Причина раздражения Толстого скрывалась, конечно, не в том, что ему не понравились слова ”сублиминальный”, ”подсознательный”, и не в том, что он не признавал области психической жизни человека, находящейся за ”порогом сознания”. Напротив, Толстой с особым интересом изучает ”область бессознательности”, о чем свидетельствуют многие записи в дневнике писателя, среди которых имеется и следующая: ”Как океан объемлет шар земной, так наша жизнь объята снами <...> объята бессознательной рефлективной жизнью” (54, 83). Толстой стремился приблизиться к самым истокам психического процесса — к бессознательному. Но в отличие от Джеймса Толстой не видит в этой сфере психической жизни ничего ”мистического”.
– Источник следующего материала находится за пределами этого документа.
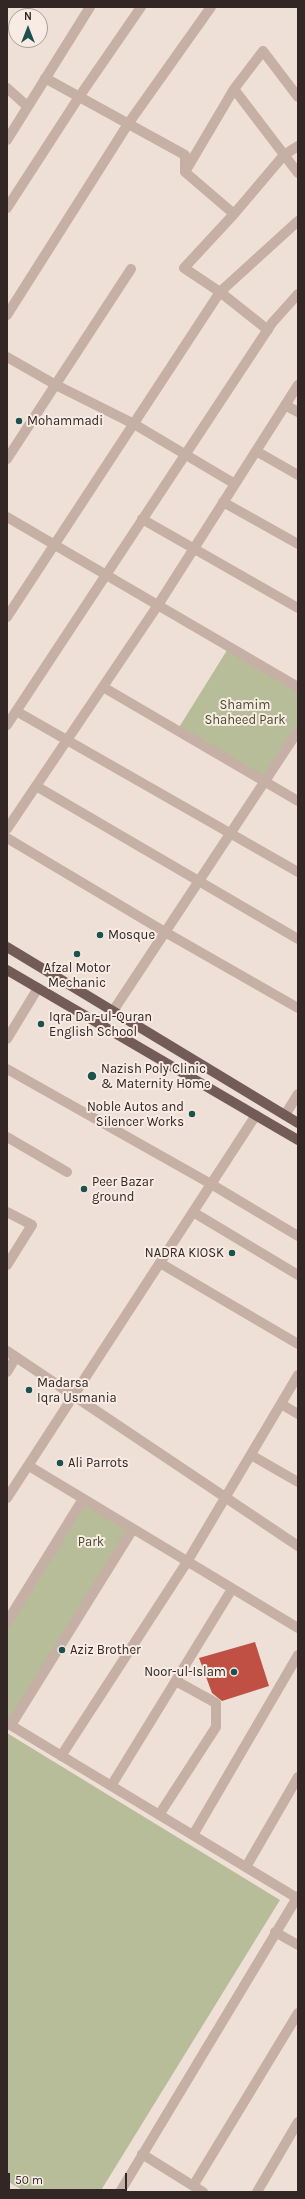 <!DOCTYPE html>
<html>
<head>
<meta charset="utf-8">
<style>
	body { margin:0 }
	#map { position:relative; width:305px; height:2199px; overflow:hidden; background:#efe0d7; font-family:Karla,sans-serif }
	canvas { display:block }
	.frame { position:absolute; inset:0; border:8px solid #322725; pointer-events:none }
	.north { position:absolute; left:8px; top:8px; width:40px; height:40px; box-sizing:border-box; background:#f7ebe3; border:1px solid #a89d97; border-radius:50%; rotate:0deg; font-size:11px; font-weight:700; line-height:16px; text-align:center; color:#322725 }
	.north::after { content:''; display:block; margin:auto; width:14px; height:18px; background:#1d514d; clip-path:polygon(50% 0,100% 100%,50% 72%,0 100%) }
	.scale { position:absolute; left:8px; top:2173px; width:119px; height:18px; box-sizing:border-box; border:2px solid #322725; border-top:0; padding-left:5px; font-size:12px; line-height:14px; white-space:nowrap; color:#322725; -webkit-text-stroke:3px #f7ebe3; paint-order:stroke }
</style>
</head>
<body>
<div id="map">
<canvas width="305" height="2199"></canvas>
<div class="frame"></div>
<div class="north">N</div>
<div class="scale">50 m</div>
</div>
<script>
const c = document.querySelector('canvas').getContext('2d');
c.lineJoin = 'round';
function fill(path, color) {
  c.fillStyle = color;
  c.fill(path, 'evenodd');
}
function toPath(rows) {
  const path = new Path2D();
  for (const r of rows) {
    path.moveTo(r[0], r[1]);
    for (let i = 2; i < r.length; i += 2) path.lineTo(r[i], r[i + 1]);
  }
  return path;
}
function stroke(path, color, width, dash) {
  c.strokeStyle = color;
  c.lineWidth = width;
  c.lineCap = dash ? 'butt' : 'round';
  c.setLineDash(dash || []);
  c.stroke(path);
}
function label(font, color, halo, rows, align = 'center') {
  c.font = font + ' Karla,sans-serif';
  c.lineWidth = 4;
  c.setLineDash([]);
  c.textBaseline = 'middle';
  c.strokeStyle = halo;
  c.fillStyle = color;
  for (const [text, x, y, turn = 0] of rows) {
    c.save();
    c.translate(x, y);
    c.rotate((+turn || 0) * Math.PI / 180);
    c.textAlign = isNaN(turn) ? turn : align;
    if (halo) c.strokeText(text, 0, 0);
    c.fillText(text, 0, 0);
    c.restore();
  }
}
fill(toPath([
	[229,647,298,687,298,731,265,781,178,729],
	[83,1499,133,1529,7,1723,7,1622],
	[7,1733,280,1900,100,2192,26,2192,7,2181]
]), '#b6bd98');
fill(toPath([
	[255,1642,269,1686,222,1701,212,1693,199,1658]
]), '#c05044');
stroke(toPath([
	[45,78,185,155,185,172,234,214],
	[7,88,27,106],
	[234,89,298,173],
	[7,140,90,7],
	[185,172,234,89,263,51,298,97],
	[7,208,79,97,141,7],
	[7,315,128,124,211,7],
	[268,330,220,292,184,268,234,214,284,155,298,146],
	[7,357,56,385,134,424,235,484],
	[285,405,298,412],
	[256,451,298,475],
	[7,459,131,269],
	[223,502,298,544],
	[7,517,298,687],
	[142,519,298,608],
	[7,617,220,292,298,221],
	[103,687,298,801],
	[16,711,298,872],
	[7,725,272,323,298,294],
	[36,786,298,939],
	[7,829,158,605,298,385],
	[7,838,165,932,298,1008],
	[113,1011,298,731],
	[7,1039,38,988],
	[7,1069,211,1184,298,1236],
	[285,1115,298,1094],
	[7,1137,67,1172],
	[7,1212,32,1225,7,1265],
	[193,1212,298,1275],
	[160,1263,298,1344],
	[7,1351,298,1546],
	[7,1372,16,1357],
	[281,1404,298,1414],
	[251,1455,298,1482],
	[29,1466,298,1628],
	[7,1498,256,1115],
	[7,1622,83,1499],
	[7,1723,297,1898],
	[11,1725,133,1529],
	[61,1756,187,1562,298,1375],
	[111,1786,232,1589],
	[159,1815,216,1727,216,1703,176,1681],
	[193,1835,298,1655],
	[246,1867,298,1777],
	[275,1932,298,1945],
	[142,2154,203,2192],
	[193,2186,298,2013],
	[120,2192,298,1896],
	[257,2192,298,2122]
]), '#c6afa4', 10);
stroke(toPath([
	[7,947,298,1123],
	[7,970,298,1140]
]), '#735c57', 10);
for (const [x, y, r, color] of [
	[19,421,4,"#1d514d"],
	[100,935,4,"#1d514d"],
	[77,954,4,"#1d514d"],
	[41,1024,4,"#1d514d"],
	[92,1076,5,"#1d514d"],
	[192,1114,4,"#1d514d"],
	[84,1189,4,"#1d514d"],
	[232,1253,4,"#1d514d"],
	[29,1390,4,"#1d514d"],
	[60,1463,4,"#1d514d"],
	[62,1650,4,"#1d514d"],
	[234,1672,4,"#1d514d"]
]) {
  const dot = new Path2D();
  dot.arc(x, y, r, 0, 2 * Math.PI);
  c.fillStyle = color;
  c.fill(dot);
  stroke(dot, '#f7ebe3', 1.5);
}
label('13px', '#322725', '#f7ebe3', [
	["Mohammadi",27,421],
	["Mosque",108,935],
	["Afzal Motor",77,968,"center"],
	["Mechanic",77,983,"center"],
	["Iqra Dar-ul-Quran",49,1017],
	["English School",49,1032],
	["Nazish Poly Clinic",101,1069],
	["& Maternity Home",101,1084],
	["Noble Autos and",184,1107,"right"],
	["Silencer Works",184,1122,"right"],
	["Peer Bazar",92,1182],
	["ground",92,1197],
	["NADRA KIOSK",224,1253,"right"],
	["Madarsa",37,1383],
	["Iqra Usmania",37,1398],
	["Ali Parrots",68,1463],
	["Aziz Brother",70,1650],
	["Noor-ul-Islam",226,1672,"right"]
], 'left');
label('13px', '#474f2a', '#f7ebe3', [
	["Shamim",245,705],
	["Shaheed Park",245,720],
	["Park",91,1542]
]);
</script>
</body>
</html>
Вместо обособления ”подсознания” как центра зарождения духовной энергии Толстой прослеживает самый процесс движения от бессознательного к сознательному, сложную его диалектику, ”сложную и мучительную работу”. Бессознательное и сознательное не были для Толстого двумя взаимоисключающими сторонами психической жизни человека, как в построениях Джеймса, который писал: ”Когда новый центр духовной энергии уже народился в нашей подсознательной жизни, то он должен развиваться без сознательного участия в этом с нашей стороны”, умственное или волевое напряжение ”служат только помехой для деятельности подсознательных сил”15. В представлении Толстого темная, слепая, внезапно вторгающаяся стихия бессознательного не подчиняет себе целиком жизни сознания. Тревожные вопросы постоянно будят его, обостряют работу мысли, ведут к началу всех ”зачем” и ”почему”. Именно так передано состояние Нехлюдова во время и после заседания суда. Безотчетный страх, слепой ужас, охвативший Нехлюдова в тот момент, когда он узнал в подсудимой Катюшу, в первое время был сильнее всего. Его реакция бессознательна: скрыться, уйти от совершенного им преступления. Его безотчетное душевное движение подчеркнуто прозаически сопоставлено с ощущениями ”того щенка, который дурно вел себя в комнатах и которого хозяин, взяв за шиворот, тычет носом в ту гадость, которую он сделал. Щенок визжит, тянется назад, чтобы уйти как можно дальше от последствий своего дела и забыть о них; но неумолимый хозяин не отпускает его”. Нехлюдов еще далек от сознания причин, сделавших Катюшу тем, чем она была теперь, и степени своей вины перед ней. Но в глубине души это сознание уже жило, ставило бесконечные вопросы и требовало ответа на них: ”Как загладить свой грех перед Катюшей?”, ”Как без лжи распутать отношения с Мисси?”...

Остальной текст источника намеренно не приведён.